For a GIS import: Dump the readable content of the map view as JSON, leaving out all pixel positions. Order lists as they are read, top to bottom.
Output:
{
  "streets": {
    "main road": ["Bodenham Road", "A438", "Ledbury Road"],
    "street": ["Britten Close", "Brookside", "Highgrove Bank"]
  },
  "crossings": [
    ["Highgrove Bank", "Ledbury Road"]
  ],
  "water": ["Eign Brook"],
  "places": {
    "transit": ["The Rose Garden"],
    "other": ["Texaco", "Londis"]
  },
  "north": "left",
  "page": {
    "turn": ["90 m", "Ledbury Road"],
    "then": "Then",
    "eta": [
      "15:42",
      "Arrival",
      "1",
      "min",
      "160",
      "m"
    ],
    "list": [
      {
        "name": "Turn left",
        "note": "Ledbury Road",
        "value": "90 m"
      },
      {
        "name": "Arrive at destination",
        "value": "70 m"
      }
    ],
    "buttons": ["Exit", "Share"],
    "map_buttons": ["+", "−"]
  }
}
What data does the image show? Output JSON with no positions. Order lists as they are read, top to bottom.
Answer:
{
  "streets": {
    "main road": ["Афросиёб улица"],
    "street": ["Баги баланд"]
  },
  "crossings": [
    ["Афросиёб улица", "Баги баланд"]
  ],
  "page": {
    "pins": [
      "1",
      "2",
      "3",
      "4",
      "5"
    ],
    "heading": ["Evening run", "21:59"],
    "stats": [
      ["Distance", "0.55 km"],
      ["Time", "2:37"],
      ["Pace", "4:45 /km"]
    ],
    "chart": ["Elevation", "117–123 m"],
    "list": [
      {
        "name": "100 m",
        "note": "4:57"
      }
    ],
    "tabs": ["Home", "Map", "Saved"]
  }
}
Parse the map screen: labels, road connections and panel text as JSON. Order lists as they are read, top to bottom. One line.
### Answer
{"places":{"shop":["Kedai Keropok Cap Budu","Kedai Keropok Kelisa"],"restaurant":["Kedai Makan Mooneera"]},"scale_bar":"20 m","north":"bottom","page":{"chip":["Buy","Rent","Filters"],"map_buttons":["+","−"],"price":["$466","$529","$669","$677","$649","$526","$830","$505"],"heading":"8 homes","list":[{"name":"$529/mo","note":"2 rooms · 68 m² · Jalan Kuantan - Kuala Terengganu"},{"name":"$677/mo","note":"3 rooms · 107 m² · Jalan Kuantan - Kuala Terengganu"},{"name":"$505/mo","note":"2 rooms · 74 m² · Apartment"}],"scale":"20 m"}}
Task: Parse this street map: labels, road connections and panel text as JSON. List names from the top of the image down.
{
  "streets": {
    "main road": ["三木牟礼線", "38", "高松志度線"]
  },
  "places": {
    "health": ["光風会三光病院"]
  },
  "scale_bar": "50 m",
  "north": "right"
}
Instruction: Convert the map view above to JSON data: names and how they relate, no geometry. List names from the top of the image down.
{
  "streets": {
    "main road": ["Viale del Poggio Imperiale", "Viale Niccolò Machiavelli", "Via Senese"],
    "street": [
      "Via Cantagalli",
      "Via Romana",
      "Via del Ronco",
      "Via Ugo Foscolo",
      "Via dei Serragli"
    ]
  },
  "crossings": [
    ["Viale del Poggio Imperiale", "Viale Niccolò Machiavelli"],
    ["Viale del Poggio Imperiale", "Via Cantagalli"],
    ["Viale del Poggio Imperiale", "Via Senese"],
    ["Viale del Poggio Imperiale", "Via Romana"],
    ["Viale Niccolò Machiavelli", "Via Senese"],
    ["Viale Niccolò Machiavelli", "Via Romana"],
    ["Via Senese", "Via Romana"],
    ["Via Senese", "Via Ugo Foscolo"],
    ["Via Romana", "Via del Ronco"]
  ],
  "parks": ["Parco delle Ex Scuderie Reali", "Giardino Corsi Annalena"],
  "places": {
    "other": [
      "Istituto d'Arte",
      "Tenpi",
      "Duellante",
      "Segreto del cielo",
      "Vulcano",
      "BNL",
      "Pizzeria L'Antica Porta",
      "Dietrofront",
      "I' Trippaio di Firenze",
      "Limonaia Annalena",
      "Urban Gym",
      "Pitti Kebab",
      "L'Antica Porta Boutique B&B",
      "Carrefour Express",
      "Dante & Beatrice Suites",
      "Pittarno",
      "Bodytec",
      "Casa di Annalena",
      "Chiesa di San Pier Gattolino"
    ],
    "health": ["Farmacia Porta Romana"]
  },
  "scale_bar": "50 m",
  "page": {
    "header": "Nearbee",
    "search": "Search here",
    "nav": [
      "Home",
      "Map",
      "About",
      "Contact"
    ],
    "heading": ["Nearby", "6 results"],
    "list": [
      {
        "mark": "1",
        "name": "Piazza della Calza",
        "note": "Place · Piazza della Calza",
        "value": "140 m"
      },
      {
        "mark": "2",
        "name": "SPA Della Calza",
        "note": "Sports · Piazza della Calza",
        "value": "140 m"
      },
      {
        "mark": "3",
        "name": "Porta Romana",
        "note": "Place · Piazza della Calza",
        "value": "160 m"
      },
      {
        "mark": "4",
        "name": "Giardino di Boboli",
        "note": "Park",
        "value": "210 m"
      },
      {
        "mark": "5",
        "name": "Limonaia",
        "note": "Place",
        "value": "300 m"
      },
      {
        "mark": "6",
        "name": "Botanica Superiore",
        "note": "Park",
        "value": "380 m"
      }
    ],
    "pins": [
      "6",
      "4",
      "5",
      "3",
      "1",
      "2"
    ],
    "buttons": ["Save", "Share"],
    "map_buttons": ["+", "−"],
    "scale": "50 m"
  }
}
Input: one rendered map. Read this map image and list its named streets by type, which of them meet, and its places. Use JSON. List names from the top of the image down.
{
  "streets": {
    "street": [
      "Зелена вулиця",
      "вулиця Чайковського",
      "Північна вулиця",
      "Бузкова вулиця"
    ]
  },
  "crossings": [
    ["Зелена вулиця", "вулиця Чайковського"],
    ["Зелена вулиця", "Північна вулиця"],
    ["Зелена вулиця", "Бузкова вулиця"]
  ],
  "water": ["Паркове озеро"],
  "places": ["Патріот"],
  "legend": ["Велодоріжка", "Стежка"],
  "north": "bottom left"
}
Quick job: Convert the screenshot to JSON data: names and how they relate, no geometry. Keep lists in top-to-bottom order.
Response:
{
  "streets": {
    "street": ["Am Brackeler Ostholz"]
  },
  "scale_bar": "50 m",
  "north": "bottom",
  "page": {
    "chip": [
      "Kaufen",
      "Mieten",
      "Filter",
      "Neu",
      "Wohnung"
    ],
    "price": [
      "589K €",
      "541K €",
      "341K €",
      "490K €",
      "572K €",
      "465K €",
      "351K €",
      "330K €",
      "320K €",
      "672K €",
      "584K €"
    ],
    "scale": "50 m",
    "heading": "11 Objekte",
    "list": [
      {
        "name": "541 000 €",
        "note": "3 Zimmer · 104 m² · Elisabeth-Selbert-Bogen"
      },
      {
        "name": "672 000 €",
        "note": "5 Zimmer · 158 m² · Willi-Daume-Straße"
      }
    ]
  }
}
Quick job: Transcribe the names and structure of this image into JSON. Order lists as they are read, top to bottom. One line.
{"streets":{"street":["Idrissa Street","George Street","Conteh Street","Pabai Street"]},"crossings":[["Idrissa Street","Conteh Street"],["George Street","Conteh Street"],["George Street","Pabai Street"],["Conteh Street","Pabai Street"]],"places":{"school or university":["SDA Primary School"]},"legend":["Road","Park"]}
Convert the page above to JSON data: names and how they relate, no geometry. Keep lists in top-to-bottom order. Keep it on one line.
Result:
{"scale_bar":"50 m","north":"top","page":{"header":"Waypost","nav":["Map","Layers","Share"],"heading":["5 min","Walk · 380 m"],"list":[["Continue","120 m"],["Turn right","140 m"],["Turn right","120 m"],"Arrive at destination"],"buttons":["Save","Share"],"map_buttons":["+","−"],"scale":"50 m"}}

++++++

(Task prompt): In the records above, the line with "Quick job: Convert" marks the start and the line with "Convert the page" marks the end; copy that stretch exactly, both lines included, and nothing else.

(Exercise output):
Quick job: Convert the screenshot to JSON data: names and how they relate, no geometry. Keep lists in top-to-bottom order.
Response:
{
  "streets": {
    "street": ["Am Brackeler Ostholz"]
  },
  "scale_bar": "50 m",
  "north": "bottom",
  "page": {
    "chip": [
      "Kaufen",
      "Mieten",
      "Filter",
      "Neu",
      "Wohnung"
    ],
    "price": [
      "589K €",
      "541K €",
      "341K €",
      "490K €",
      "572K €",
      "465K €",
      "351K €",
      "330K €",
      "320K €",
      "672K €",
      "584K €"
    ],
    "scale": "50 m",
    "heading": "11 Objekte",
    "list": [
      {
        "name": "541 000 €",
        "note": "3 Zimmer · 104 m² · Elisabeth-Selbert-Bogen"
      },
      {
        "name": "672 000 €",
        "note": "5 Zimmer · 158 m² · Willi-Daume-Straße"
      }
    ]
  }
}
Quick job: Transcribe the names and structure of this image into JSON. Order lists as they are read, top to bottom. One line.
{"streets":{"street":["Idrissa Street","George Street","Conteh Street","Pabai Street"]},"crossings":[["Idrissa Street","Conteh Street"],["George Street","Conteh Street"],["George Street","Pabai Street"],["Conteh Street","Pabai Street"]],"places":{"school or university":["SDA Primary School"]},"legend":["Road","Park"]}
Convert the page above to JSON data: names and how they relate, no geometry. Keep lists in top-to-bottom order. Keep it on one line.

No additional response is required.